[Collected data]
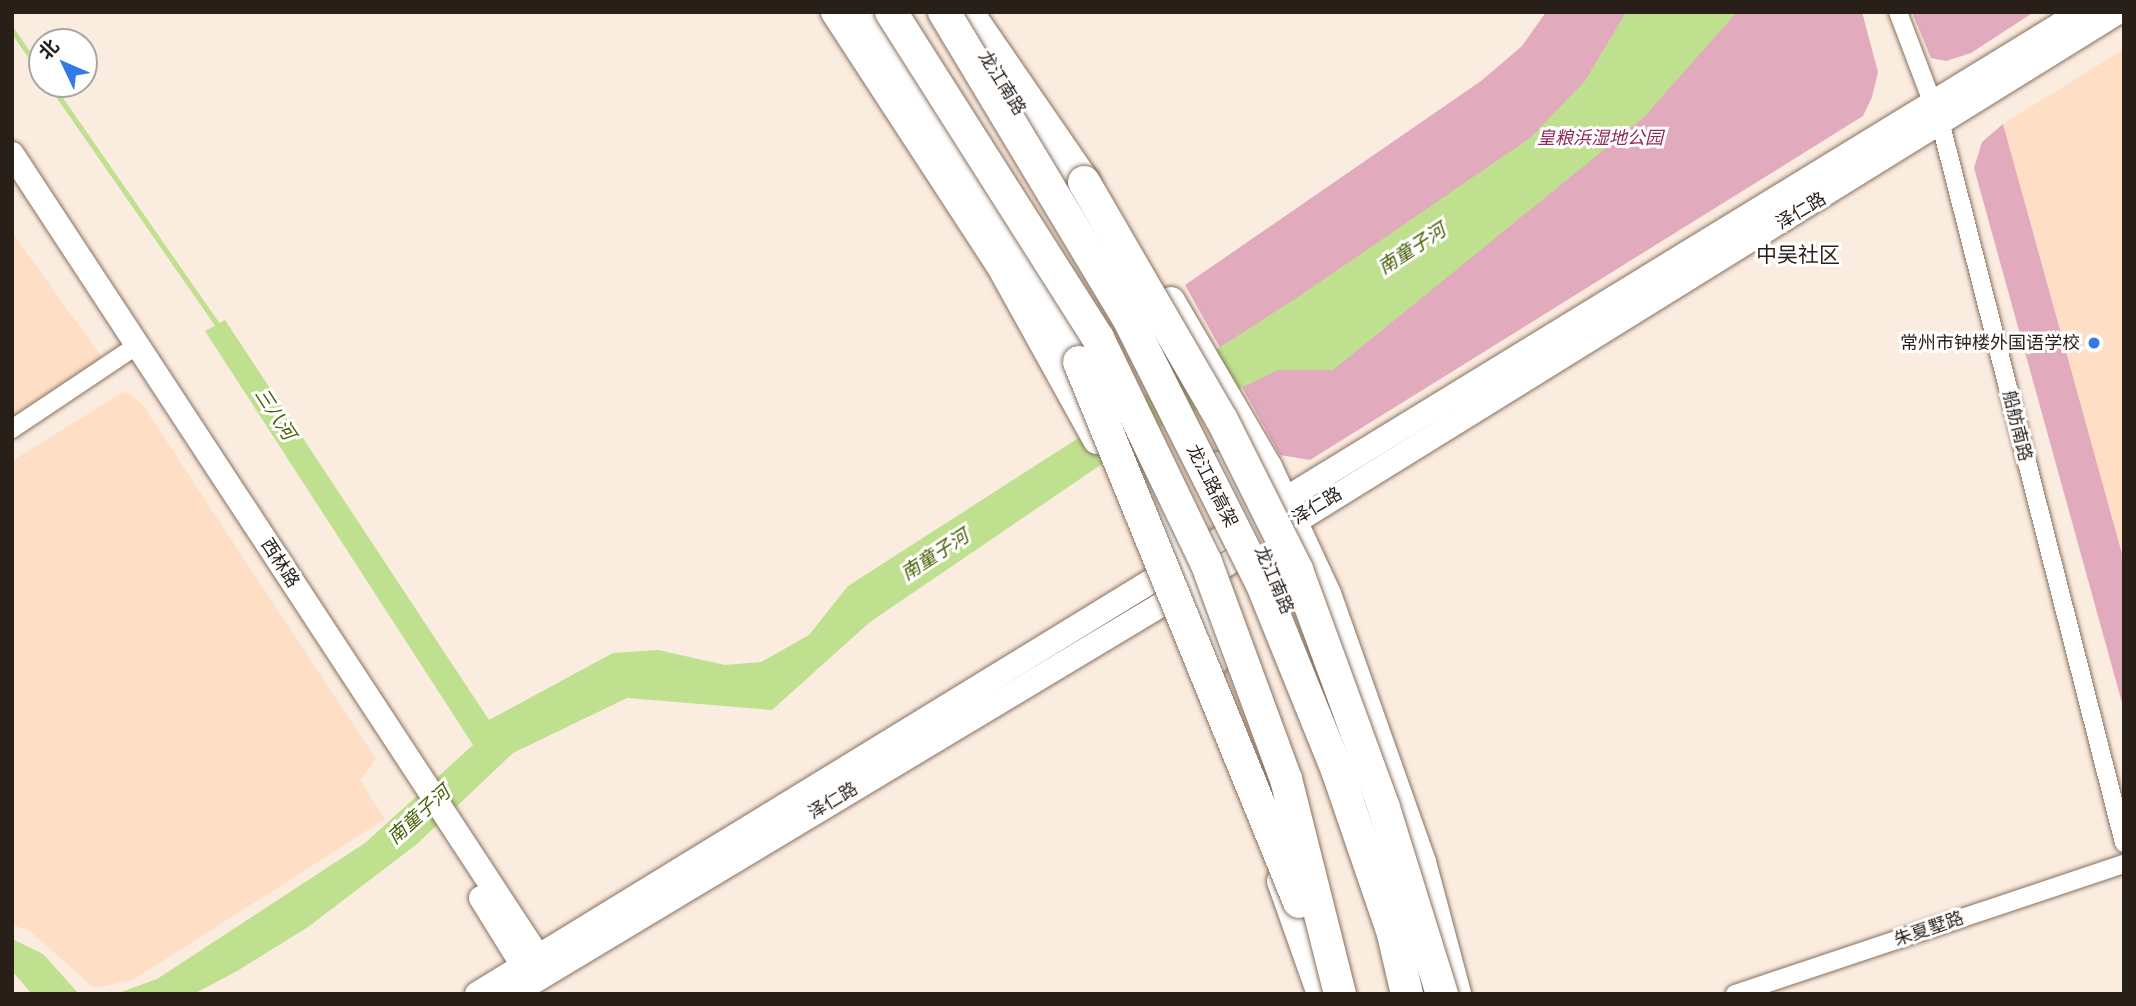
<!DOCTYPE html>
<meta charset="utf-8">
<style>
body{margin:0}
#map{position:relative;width:2136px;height:1006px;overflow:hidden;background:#fbece0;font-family:"Times New Roman","Noto Sans SC",serif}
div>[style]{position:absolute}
.built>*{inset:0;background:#fedfc5}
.green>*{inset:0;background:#e2abbd}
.water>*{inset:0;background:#bfe08e}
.stream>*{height:5px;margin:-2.5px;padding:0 2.5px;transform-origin:2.5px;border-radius:2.5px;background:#bfe08e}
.roads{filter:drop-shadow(0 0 2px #87715f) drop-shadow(0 0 2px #87715f)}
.street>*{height:18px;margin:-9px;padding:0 9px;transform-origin:9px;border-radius:9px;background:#fff}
.secondary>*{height:24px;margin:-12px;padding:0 12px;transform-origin:12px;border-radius:12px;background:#fff}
.primary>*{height:28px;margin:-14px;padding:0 14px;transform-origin:14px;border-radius:14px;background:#fff}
.highway>*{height:32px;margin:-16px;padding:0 16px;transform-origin:16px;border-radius:16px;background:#fff}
.bridges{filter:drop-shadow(0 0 2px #87715f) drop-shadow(0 0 2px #87715f)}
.highway-bridge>*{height:32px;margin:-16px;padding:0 16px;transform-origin:16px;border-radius:16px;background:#fff}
.dots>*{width:19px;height:19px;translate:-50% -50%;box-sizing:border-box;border:4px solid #fff;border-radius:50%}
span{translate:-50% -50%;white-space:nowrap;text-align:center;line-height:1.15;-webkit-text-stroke:6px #fff;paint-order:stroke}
.street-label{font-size:18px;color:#281f18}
.park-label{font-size:18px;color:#902b58;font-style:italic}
.poi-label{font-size:18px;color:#281f18}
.right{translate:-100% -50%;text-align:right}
.water-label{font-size:19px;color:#466004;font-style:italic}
.quarter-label{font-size:21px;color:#281f18}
.frame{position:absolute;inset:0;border:14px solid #281f18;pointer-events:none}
.north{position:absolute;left:28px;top:28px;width:70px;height:70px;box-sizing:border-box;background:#fff;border:2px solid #a9a5a3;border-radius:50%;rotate:314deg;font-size:19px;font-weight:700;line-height:28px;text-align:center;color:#281f18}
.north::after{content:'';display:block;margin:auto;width:24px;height:32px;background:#3579e6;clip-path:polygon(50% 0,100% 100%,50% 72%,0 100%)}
</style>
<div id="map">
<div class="built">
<div style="clip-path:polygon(2124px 49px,2124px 561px,2003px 124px)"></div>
<div style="clip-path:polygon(12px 232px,103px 359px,12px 419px)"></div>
<div style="clip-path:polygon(125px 391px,142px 404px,376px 759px,360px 780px,385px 819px,133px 980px,94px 988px,30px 931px,12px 925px,12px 461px)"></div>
</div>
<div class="green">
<div style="clip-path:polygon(1546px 12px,1862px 12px,1878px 72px,1872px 97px,1863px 116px,1310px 460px,1280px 455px,1185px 285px,1481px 81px,1522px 46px)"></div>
<div style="clip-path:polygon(1912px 12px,2034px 12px,1971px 53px,1946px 61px,1931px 58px)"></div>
<div style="clip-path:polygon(2003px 124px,2124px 561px,2124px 710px,1974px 168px,1982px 142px)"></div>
</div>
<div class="water">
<div style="clip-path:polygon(1626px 12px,1737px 12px,1643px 118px,1333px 370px,1278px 370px,1149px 432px,870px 622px,772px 710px,627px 698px,513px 753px,417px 844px,308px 927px,237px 971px,194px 994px,116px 994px,157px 979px,365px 843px,473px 745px,205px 331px,225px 320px,489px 720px,613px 653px,658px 650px,725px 665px,761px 662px,809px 635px,848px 586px,1301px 295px,1530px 138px,1585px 81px)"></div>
<div style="clip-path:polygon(12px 939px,43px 954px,79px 994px,32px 994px,12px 971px)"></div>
</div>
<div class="stream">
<div style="left:12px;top:30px;width:52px;rotate:55.1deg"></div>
<div style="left:50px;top:84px;width:298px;rotate:55.2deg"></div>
</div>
<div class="roads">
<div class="street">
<div style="left:1898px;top:12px;width:121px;rotate:69.2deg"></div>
<div style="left:1941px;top:125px;width:741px;rotate:75.7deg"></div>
<div style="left:12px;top:429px;width:149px;rotate:-33.8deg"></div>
<div style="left:1735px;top:994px;width:410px;rotate:-18.5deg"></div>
</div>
<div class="secondary">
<div style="left:12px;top:154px;width:972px;rotate:56.75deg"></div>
<div style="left:481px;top:898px;width:93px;rotate:58.2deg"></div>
<div style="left:477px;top:994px;width:1881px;rotate:-31.48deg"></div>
<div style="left:513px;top:994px;width:765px;rotate:-30.99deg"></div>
<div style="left:1169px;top:600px;width:1116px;rotate:-31.78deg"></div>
</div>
<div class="primary">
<div style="left:835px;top:12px;width:302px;rotate:56.9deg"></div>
<div style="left:1000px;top:265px;width:200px;rotate:61deg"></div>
<div style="left:1055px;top:165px;width:92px;rotate:60.1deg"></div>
<div style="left:1171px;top:301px;width:192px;rotate:59.7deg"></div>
<div style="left:1268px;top:467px;width:140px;rotate:65.1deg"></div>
<div style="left:1327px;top:594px;width:284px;rotate:70.5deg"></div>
<div style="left:1422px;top:862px;width:137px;rotate:75.1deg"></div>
<div style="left:1141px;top:460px;width:109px;rotate:66.3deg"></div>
<div style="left:1185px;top:560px;width:106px;rotate:74.1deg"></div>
<div style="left:1219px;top:466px;width:117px;rotate:63.7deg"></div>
<div style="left:1315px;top:676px;width:107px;rotate:66.8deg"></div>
<div style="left:1281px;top:881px;width:120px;rotate:70.5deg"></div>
</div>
<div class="highway">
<div style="left:859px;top:12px;width:413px;rotate:57.8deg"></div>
<div style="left:967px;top:12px;width:206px;rotate:55.5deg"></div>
</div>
</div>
<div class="bridges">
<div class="highway-bridge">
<div style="left:891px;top:12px;width:386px;rotate:57.6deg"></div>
<div style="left:1098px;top:338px;width:249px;rotate:64.3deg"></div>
<div style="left:1206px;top:562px;width:231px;rotate:69.8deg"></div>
<div style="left:1286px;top:779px;width:222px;rotate:75.9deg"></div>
<div style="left:944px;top:12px;width:359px;rotate:59deg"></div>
<div style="left:1129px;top:320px;width:293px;rotate:63.3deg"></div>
<div style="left:1261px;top:582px;width:203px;rotate:68deg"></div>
<div style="left:1337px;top:770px;width:173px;rotate:71.1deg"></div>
<div style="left:1393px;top:934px;width:62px;rotate:76.9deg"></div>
<div style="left:1084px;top:182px;width:275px;rotate:59.9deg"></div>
<div style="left:1222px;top:420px;width:168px;rotate:63.4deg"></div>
<div style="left:1297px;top:570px;width:253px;rotate:69.9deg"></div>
<div style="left:1384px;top:808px;width:195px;rotate:72.7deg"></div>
<div style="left:1079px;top:362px;width:583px;rotate:67.83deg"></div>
</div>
</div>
<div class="dots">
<div style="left:2094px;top:343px;background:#3579e6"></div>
</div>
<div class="street-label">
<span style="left:1002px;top:83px;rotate:58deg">龙江南路</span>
<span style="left:1801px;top:211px;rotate:-31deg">泽仁路</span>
<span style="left:2017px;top:426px;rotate:76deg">船舫南路</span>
<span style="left:1212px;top:486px;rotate:63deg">龙江路高架</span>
<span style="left:1317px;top:506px;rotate:-31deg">泽仁路</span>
<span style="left:280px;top:563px;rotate:57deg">西林路</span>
<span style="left:1274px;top:580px;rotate:67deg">龙江南路</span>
<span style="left:833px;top:801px;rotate:-31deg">泽仁路</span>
<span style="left:1929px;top:929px;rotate:-19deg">朱夏墅路</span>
</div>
<div class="park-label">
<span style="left:1600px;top:138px">皇粮浜湿地公园</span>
</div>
<div class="poi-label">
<span class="right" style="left:2080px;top:343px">常州市钟楼外国语学校</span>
</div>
<div class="water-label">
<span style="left:1412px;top:249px;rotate:-33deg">南童子河</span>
<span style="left:275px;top:414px;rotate:57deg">三八河</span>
<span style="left:935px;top:555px;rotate:-33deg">南童子河</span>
<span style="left:419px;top:815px;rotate:-42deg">南童子河</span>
</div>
<div class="quarter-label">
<span style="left:1798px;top:255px">中吴社区</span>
</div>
<div class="frame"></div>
<div class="north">北</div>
</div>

PROBLEM: All lines of the records above that carry the word "stream" should be listed.

TASK SOLUTION:
.stream>*{height:5px;margin:-2.5px;padding:0 2.5px;transform-origin:2.5px;border-radius:2.5px;background:#bfe08e}
<div class="stream">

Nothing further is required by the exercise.